BEGIN

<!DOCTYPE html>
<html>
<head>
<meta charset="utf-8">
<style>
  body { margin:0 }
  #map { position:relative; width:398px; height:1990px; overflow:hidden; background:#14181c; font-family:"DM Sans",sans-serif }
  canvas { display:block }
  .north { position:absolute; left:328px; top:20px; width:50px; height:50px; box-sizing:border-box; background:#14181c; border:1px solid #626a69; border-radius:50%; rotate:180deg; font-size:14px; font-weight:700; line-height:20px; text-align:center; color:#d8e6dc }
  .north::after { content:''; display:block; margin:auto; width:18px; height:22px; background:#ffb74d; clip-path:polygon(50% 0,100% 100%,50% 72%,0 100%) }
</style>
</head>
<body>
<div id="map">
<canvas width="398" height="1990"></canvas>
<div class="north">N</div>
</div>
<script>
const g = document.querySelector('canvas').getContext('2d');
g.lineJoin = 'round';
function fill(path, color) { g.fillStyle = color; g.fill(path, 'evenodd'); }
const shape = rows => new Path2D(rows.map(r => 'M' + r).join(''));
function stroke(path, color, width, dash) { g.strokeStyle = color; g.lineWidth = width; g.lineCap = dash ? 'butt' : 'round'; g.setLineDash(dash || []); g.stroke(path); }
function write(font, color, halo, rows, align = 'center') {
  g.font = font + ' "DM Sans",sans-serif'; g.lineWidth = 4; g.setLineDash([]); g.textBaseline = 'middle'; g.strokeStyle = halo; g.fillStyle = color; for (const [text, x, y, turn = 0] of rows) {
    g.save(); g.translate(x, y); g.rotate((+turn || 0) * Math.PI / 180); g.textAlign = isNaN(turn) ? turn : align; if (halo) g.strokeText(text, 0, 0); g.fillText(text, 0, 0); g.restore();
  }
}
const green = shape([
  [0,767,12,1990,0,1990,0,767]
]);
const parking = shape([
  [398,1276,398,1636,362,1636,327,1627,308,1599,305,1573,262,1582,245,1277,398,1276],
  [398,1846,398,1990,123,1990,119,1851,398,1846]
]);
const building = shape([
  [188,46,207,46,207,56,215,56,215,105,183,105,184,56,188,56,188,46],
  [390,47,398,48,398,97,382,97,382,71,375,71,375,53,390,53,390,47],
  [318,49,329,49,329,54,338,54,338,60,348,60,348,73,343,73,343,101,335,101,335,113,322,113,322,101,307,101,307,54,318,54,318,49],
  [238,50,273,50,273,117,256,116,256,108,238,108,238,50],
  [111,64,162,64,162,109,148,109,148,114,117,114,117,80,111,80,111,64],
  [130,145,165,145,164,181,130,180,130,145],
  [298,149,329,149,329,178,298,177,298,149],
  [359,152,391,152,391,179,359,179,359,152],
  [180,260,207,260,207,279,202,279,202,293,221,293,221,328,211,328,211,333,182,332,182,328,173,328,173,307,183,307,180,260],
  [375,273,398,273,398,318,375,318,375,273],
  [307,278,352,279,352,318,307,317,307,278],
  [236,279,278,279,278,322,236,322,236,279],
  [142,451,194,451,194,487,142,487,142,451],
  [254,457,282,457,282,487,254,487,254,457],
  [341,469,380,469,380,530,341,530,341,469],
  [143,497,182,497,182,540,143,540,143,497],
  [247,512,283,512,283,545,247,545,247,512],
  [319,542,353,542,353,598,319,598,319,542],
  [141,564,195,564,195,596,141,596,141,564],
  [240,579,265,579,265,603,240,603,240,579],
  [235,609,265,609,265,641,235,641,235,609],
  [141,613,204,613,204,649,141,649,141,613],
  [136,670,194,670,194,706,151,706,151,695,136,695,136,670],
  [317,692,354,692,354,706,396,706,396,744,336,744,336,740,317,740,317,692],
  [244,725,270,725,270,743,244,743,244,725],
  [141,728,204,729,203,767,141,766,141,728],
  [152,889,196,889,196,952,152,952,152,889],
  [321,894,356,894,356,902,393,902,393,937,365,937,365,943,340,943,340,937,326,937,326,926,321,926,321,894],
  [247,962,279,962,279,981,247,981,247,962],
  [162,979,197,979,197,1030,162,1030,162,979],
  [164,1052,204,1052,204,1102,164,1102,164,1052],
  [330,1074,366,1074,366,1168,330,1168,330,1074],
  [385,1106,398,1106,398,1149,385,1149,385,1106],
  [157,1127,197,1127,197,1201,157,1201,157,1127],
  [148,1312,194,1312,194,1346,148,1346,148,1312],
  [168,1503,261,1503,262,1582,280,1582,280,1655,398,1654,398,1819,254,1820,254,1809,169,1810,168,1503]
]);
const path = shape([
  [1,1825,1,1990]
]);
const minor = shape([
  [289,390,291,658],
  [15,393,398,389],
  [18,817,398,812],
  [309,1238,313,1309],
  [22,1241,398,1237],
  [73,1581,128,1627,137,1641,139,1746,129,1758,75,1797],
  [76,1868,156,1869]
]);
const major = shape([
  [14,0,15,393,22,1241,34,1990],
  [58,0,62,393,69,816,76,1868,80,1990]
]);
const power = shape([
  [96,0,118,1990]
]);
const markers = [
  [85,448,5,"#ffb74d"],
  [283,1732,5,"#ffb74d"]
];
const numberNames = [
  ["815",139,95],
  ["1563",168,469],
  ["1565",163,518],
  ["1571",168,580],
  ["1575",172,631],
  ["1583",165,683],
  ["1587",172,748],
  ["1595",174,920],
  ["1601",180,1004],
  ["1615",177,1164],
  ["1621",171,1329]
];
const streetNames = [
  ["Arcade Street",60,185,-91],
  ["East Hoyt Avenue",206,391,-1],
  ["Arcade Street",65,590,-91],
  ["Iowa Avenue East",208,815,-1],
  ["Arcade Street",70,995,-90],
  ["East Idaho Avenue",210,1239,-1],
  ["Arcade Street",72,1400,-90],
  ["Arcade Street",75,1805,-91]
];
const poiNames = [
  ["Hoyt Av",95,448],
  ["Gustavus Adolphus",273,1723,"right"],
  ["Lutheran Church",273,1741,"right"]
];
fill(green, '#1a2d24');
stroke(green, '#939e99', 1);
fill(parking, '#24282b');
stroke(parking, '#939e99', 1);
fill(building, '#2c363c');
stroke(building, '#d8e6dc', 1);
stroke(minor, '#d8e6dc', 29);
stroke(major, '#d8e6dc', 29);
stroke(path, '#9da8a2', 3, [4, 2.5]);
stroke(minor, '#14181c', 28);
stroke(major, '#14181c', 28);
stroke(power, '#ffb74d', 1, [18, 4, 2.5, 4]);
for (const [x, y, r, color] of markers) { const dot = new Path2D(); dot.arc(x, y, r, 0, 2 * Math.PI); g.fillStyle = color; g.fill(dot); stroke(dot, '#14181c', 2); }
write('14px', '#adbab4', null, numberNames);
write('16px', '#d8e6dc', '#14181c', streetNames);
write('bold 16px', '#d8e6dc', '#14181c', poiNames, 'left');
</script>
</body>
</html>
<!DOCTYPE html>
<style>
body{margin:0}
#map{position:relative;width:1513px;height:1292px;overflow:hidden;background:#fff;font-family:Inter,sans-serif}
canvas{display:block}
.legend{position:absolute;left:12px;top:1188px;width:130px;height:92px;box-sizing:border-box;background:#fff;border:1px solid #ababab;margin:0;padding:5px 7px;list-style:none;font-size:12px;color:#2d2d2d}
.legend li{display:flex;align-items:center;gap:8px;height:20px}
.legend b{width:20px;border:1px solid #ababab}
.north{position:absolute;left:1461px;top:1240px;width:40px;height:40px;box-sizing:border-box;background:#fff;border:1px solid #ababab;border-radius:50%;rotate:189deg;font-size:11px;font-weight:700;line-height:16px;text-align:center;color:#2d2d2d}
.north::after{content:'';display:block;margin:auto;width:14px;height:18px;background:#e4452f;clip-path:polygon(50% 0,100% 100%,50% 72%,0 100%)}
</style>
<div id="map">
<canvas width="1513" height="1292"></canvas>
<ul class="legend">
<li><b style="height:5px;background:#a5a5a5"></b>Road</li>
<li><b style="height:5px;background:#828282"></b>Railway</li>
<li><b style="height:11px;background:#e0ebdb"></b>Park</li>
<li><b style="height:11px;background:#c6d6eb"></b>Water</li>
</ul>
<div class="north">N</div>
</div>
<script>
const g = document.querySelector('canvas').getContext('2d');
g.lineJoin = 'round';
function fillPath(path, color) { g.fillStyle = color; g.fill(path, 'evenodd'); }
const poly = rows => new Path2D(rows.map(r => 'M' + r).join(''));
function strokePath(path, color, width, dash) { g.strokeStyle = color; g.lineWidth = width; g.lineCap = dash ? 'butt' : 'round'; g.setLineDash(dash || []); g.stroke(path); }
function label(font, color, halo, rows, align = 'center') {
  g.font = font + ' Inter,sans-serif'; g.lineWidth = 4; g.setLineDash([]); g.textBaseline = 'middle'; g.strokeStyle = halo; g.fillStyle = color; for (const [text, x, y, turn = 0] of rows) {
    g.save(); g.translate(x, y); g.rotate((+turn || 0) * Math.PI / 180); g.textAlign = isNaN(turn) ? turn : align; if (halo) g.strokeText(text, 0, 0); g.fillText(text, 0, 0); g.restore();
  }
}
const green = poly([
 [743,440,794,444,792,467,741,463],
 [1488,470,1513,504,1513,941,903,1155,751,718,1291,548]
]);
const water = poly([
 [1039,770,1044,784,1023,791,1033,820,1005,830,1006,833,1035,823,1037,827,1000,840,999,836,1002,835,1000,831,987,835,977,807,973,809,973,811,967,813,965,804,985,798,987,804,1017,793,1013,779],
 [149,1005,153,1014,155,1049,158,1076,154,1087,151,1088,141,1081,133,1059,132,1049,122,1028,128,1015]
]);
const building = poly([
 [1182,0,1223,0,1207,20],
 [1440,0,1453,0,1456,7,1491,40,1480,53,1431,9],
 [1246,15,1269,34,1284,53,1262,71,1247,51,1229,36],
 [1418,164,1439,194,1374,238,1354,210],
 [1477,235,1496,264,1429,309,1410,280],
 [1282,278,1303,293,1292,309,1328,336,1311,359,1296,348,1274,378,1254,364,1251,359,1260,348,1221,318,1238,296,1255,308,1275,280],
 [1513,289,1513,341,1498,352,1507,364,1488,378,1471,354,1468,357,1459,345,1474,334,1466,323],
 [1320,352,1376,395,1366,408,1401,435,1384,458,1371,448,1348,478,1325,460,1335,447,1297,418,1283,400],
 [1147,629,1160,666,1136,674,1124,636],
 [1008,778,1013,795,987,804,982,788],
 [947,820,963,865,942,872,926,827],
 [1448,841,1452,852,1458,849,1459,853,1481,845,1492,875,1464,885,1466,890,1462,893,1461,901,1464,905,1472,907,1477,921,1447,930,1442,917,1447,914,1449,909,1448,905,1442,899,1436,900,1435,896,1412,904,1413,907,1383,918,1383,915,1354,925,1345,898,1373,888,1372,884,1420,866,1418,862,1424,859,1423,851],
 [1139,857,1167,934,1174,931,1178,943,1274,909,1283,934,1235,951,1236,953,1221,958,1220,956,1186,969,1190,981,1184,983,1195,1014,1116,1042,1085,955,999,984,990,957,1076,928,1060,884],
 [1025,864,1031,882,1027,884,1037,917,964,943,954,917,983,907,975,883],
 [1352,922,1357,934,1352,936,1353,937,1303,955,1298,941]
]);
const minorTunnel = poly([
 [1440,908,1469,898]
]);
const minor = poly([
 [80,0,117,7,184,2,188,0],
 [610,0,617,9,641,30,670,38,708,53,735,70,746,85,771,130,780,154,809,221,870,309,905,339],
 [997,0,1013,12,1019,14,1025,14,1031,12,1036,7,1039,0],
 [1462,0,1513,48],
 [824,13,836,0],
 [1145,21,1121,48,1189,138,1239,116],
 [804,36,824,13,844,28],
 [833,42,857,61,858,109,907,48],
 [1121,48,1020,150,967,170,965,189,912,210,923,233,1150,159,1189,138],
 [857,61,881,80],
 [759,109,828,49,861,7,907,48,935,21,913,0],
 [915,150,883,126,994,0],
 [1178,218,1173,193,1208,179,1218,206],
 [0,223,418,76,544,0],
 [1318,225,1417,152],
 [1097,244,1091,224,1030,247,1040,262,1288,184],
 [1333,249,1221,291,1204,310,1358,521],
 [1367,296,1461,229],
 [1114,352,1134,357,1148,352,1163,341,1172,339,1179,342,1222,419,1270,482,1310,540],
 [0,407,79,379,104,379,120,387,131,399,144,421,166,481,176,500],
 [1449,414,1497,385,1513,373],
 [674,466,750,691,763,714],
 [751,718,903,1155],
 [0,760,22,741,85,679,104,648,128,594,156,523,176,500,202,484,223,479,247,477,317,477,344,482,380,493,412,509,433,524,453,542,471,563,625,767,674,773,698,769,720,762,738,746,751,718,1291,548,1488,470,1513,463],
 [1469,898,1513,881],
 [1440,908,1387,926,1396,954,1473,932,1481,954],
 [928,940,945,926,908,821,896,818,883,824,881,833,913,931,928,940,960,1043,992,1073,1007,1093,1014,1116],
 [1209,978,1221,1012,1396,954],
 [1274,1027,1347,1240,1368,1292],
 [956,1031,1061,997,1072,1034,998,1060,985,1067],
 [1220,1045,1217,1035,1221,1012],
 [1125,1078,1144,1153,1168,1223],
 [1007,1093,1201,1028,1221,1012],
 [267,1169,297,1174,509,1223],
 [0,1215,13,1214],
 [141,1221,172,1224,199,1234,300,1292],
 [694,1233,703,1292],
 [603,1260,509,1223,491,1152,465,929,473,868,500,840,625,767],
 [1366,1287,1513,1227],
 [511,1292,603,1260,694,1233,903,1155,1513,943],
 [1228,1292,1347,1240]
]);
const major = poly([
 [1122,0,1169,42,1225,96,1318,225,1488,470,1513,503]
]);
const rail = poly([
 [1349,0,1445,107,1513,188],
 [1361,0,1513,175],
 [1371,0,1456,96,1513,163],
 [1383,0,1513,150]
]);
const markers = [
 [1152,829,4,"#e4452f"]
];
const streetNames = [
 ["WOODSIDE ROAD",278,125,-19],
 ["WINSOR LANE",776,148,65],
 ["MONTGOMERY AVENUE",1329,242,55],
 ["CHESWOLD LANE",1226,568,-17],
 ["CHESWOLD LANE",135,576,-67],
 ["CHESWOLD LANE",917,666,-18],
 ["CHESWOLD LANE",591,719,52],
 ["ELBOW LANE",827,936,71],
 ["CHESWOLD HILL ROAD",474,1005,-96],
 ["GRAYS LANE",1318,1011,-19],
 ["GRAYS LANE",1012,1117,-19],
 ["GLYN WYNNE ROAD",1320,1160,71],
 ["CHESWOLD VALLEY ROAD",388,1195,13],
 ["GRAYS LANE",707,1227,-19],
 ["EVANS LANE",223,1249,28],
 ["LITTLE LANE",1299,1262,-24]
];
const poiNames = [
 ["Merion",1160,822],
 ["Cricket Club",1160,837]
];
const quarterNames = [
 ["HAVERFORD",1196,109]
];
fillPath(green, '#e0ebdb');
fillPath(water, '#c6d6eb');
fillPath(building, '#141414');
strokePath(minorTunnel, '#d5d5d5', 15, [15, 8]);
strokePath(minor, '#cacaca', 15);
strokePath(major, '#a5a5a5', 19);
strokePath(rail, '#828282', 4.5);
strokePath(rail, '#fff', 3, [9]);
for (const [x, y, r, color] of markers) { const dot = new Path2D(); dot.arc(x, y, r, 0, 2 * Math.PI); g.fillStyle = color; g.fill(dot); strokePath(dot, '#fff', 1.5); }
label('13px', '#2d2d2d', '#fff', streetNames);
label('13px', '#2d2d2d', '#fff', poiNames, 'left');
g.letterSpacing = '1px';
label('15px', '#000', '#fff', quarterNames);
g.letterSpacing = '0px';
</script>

END

* _Requirement_
Lines from the top of the entries through the line with "[398,1846,398,1990,123,1990,119,1851,398,1846]" are to be transcribed exactly, and nothing more.

* _Result_
<!DOCTYPE html>
<html>
<head>
<meta charset="utf-8">
<style>
  body { margin:0 }
  #map { position:relative; width:398px; height:1990px; overflow:hidden; background:#14181c; font-family:"DM Sans",sans-serif }
  canvas { display:block }
  .north { position:absolute; left:328px; top:20px; width:50px; height:50px; box-sizing:border-box; background:#14181c; border:1px solid #626a69; border-radius:50%; rotate:180deg; font-size:14px; font-weight:700; line-height:20px; text-align:center; color:#d8e6dc }
  .north::after { content:''; display:block; margin:auto; width:18px; height:22px; background:#ffb74d; clip-path:polygon(50% 0,100% 100%,50% 72%,0 100%) }
</style>
</head>
<body>
<div id="map">
<canvas width="398" height="1990"></canvas>
<div class="north">N</div>
</div>
<script>
const g = document.querySelector('canvas').getContext('2d');
g.lineJoin = 'round';
function fill(path, color) { g.fillStyle = color; g.fill(path, 'evenodd'); }
const shape = rows => new Path2D(rows.map(r => 'M' + r).join(''));
function stroke(path, color, width, dash) { g.strokeStyle = color; g.lineWidth = width; g.lineCap = dash ? 'butt' : 'round'; g.setLineDash(dash || []); g.stroke(path); }
function write(font, color, halo, rows, align = 'center') {
  g.font = font + ' "DM Sans",sans-serif'; g.lineWidth = 4; g.setLineDash([]); g.textBaseline = 'middle'; g.strokeStyle = halo; g.fillStyle = color; for (const [text, x, y, turn = 0] of rows) {
    g.save(); g.translate(x, y); g.rotate((+turn || 0) * Math.PI / 180); g.textAlign = isNaN(turn) ? turn : align; if (halo) g.strokeText(text, 0, 0); g.fillText(text, 0, 0); g.restore();
  }
}
const green = shape([
  [0,767,12,1990,0,1990,0,767]
]);
const parking = shape([
  [398,1276,398,1636,362,1636,327,1627,308,1599,305,1573,262,1582,245,1277,398,1276],
  [398,1846,398,1990,123,1990,119,1851,398,1846]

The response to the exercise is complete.